We believe that the main downside risks that could affect eurozone sovereigns to various degrees are related to the possibility of further significant fiscal deterioration as a consequence of a more recessionary macroeconomic environment and/or vulnerabilities to further intensification and broadening of risk aversion among investors, jeopardizing funding access at sustainable rates. A more severe financial and economic downturn than we currently envisage (see "Sovereign Risk Indicators", published Dec. 28, 2011) could also lead to rising stress levels in the European banking system, potentially leading to additional fiscal costs for the sovereigns through various bank workout or recapitalization programs. Furthermore, we believe that there is a risk that reform fatigue could be mounting, especially in those countries that have experienced deep recessions and where growth prospects remain bleak, which could eventually lead us to the view that lower levels of predictability exist in policy orientation, and thus to a further downward adjustment of our political score.
Finally, while we currently assess the monetary authorities’ response to the eurozone’s financial problems as broadly adequate, our view could change as the crisis and the response to it evolves. If we lowered our initial monetary score for all eurozone sovereigns as a result, this could have negative consequences for the ratings on a number of countries.
Earlier Greece debt talks broke down.
Talks between private creditors and Greece on a voluntary restructuring of government debt appeared to break down Friday, with negotiators representing the private sector citing the lack of a “constructive, consolidated response by all parties.”
A deal on a proposed 50% writedown on the value of Greek debt held by the private sector is a prerequisite for Athens to receive further rescue funds from the International Monetary Fund and the European Union secured as part of a second bailout agreement reached last October.
Austerity measures are taking their daily toll on Greece. Suicides and attempted suicides have jumped by 22.5% since 2009. The unemployment rate rose to 18.2%. RTL, the largest radio network in Europe, lost 50% of its advertising revenues in Greece since the start of the crisis—and decided to leave. And now pharmacies are having difficulties obtaining medications.
There is some very scary news for Cyprus and Portugal, according to the world of Standards and Poors. They give a recovery rating after default to both countries and give them a 30-50% shot at getting your money back after default.

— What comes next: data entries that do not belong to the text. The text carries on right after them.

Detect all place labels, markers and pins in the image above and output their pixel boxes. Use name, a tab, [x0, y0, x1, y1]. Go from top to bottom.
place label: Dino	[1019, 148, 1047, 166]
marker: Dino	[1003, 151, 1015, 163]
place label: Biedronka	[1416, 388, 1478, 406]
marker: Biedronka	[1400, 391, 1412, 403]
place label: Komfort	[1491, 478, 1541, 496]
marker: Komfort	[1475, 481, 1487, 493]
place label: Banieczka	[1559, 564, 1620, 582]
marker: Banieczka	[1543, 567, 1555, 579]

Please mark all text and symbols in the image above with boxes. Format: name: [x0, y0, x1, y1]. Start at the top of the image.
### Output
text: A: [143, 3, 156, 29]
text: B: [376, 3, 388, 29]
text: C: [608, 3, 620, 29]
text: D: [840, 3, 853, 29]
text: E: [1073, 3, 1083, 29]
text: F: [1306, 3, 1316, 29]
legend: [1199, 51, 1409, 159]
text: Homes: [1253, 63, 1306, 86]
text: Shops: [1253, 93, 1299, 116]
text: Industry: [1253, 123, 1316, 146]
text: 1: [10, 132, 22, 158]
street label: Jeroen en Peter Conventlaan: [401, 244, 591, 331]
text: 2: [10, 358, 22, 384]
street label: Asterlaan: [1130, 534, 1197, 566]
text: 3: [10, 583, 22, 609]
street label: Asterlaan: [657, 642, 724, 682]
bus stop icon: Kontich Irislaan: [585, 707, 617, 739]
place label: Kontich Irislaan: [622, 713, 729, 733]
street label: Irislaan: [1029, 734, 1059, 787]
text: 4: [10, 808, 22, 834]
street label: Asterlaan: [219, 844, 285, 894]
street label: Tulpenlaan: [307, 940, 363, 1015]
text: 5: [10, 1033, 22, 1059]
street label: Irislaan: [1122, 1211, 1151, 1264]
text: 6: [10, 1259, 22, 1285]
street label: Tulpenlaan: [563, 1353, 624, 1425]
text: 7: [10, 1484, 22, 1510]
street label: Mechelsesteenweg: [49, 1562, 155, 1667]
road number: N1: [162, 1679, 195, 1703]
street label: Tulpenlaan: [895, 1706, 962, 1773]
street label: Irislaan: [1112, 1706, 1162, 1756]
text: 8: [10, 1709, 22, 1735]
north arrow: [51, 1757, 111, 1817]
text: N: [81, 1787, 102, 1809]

We assigned recovery ratings of '4' to both Cyprus and Portugal, in accordance with our practice to assign recovery ratings to issuers rated in the speculative-grade category, indicating an expected recovery of 30%-50% should a default occur in the future.
To make your Friday complete, Krugman is reporting red lights of emergency are flashing in Hungary too.
Lights are flashing red about Hungary.
Yesterday, the European Commission issued a stern warning to Hungary. In blunt language, the EU asserted that it “reserves the right to take any steps that it deems appropriate, namely the possibility of launching infringement procedures” against Hungary for violating the basic conditions of membership in the European Union. The Commission singled out the laws crushing the independence of the central bank, the judiciary and the ombudsman for data protection as the most egregious, but indicated that it was reviewing more laws as well.
The US has also indicated its serious displeasure with the course that Hungary has taken.
Oh, don't worry, it's only impending Economic Armageddon Redux. Happy Friday!